Met de Raad is het hof van oordeel dat de verhouding tussen de man en de vrouw zodanig ernstig is verstoord dat er bij de vrouw geen enkel draagvlak is om een omgangsregeling tussen de man en [de minderjarige] vast te stellen. De vrouw kan geen afstand nemen van de gebeurtenissen binnen het gezin, en in het bijzonder het door haar gestelde seksueel grensoverschrijdend gedrag van de man toen [de minderjarige] nog een kleuter was. Gebleken is dat de jarenlange strijd tussen partijen tot resultaat heeft gehad dat de standpunten zijn verhard en dat er geen enkele beweging in de zaak zit.
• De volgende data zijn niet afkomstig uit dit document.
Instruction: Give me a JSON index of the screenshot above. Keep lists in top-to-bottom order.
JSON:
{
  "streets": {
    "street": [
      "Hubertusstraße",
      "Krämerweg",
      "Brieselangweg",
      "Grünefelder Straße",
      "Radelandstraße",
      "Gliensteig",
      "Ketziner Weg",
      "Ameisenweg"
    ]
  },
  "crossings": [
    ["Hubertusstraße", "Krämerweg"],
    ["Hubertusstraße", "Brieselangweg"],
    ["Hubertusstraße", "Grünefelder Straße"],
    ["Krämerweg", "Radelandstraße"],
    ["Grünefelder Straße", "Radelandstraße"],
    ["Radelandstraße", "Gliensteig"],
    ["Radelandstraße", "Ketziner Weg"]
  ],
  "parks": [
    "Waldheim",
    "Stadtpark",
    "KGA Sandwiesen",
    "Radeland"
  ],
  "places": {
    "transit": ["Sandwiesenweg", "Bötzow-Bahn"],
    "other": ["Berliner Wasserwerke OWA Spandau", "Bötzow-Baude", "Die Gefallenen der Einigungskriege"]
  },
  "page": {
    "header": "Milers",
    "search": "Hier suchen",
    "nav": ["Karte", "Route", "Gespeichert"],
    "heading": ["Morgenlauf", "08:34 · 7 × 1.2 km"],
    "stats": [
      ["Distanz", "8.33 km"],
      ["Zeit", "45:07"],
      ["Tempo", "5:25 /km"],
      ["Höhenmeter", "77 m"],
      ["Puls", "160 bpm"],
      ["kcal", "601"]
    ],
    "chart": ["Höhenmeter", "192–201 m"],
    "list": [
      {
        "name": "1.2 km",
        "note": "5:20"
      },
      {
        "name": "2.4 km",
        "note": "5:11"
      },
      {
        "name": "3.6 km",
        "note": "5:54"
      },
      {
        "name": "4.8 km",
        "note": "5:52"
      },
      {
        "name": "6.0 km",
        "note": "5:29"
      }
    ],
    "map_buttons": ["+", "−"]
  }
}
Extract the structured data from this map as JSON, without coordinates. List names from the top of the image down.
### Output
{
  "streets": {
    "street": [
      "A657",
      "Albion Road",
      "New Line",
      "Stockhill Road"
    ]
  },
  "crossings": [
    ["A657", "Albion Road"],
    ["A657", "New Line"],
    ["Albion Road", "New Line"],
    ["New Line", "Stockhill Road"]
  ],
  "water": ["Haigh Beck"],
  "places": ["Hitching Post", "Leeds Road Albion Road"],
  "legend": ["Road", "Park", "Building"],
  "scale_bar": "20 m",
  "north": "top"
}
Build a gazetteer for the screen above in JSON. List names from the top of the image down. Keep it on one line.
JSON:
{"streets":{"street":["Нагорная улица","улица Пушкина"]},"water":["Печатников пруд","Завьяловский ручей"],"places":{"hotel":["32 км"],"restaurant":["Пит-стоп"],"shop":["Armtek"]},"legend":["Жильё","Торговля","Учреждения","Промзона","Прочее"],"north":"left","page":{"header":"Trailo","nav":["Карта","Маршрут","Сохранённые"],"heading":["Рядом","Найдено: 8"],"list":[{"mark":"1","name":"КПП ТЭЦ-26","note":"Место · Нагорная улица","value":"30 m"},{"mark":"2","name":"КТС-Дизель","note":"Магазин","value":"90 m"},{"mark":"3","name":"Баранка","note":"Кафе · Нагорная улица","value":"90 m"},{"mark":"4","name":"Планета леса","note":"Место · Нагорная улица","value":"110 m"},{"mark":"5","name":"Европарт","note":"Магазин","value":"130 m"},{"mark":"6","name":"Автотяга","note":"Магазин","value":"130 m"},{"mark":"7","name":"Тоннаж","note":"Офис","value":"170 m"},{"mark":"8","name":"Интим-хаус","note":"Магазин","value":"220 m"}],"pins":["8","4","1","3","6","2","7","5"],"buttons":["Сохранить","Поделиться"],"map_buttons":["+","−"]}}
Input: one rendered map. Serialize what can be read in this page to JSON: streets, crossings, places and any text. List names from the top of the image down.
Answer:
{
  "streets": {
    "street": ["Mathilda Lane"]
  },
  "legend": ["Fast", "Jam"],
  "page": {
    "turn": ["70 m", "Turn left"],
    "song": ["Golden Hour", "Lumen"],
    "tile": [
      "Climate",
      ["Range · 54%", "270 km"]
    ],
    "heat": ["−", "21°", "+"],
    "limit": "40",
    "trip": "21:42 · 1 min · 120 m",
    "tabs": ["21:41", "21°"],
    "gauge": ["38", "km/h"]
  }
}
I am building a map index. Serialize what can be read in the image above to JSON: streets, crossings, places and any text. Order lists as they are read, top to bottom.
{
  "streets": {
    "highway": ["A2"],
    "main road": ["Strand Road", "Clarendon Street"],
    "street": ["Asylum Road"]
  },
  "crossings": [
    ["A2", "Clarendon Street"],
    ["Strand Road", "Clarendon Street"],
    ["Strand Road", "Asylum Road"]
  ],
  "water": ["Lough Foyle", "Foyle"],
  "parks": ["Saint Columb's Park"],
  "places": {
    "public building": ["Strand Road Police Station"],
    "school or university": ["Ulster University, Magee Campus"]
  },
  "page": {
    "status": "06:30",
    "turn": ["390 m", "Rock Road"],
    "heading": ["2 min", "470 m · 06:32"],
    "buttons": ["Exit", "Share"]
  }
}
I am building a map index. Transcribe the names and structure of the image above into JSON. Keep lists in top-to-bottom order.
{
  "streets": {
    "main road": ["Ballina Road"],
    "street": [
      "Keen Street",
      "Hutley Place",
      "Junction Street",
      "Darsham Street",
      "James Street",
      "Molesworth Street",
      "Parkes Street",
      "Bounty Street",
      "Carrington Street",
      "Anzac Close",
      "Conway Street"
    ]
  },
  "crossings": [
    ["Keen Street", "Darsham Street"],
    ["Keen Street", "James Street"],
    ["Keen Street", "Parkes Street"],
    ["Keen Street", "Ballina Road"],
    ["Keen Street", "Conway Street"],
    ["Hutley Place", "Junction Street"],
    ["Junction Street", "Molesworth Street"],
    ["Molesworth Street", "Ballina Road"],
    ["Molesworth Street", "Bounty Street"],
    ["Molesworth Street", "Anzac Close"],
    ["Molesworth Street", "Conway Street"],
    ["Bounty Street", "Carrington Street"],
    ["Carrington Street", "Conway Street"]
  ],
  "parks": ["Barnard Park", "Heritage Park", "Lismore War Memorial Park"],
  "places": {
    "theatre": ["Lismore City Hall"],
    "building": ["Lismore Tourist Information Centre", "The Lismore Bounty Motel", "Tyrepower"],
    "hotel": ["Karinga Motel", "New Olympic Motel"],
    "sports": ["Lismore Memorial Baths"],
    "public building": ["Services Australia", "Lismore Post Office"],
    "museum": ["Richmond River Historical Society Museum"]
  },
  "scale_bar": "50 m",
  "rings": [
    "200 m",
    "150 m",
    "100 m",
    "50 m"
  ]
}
Geen van beide partijen blijkt in staat zich in te leven in de situatie en het gevoelsleven van de andere partij. De vrouw heeft geen enkel vertrouwen in de man, waardoor het voor haar niet mogelijk is eraan mee te werken dat [de minderjarige] contact met de man heeft, laat staan bij hem verblijft. De man is niet in staat te erkennen dat dit wantrouwen bij de vrouw bestaat en dat dit genoemde belemmering voor haar oplevert, omdat dit wantrouwen volgens hem niet op ware feiten is gebaseerd. Evenmin erkent hij, zoals het hof ter zitting in hoger beroep is gebleken, dat er sprake is van een strijd met de moeder. Betrokkenheid van instanties zoals Bureau Jeugdzorg en de Raad, en beslissingen van verschillende rechters hebben hierin tot op heden geen verandering kunnen brengen. Al met al is het hof van oordeel dat er momenteel een onaanvaardbaar risico bestaat dat [de minderjarige], door afdwinging van omgang met de man in welke vorm dan ook, klem zou komen te zitten of verloren zou geraken tussen haar ouders. Dit betekent dat omgang in strijd is met zwaarwegende belangen van [de minderjarige], als bedoeld in artikel 1:377a lid 3, aanhef en onder d BW. Dit betekent dat het hof het verzoek van de man in hoger beroep zal afwijzen en de bestreden beschikking zal bekrachtigen.
Dan laat het hof nog daar, dat er bij [de minderjarige] ernstige bezwaren bestaan tegen welke vorm van contact met de man dan ook. [de minderjarige] heeft in het gesprek met de voorzitter op consistente wijze kenbaar gemaakt ernstige bezwaren te hebben tegen omgang met de man. Het hof heeft de stellige indruk dat [de minderjarige] in staat is haar wil op dit punt voldoende zelfstandig te bepalen. De stelling van de man dat de mening van [de minderjarige] geheel door de vrouw is aangestuurd, volgt het hof derhalve niet.
4.8.
Dit leidt tot de volgende beslissing.

5.Beslissing

Het hof:
bekrachtigt de bestreden beschikking voor zover het betreft de afwijzing van het verzoek tot het vaststellen van een omgangsregeling van de man met [de minderjarige].
Deze beschikking is gegeven door mr. A.V.T. de Bie, mr. R.G. Kemmers en mr. M. Meerman-Padt in tegenwoordigheid van mr. B.J. Schutte als griffier, en in het openbaar uitgesproken op 8 juli 2014.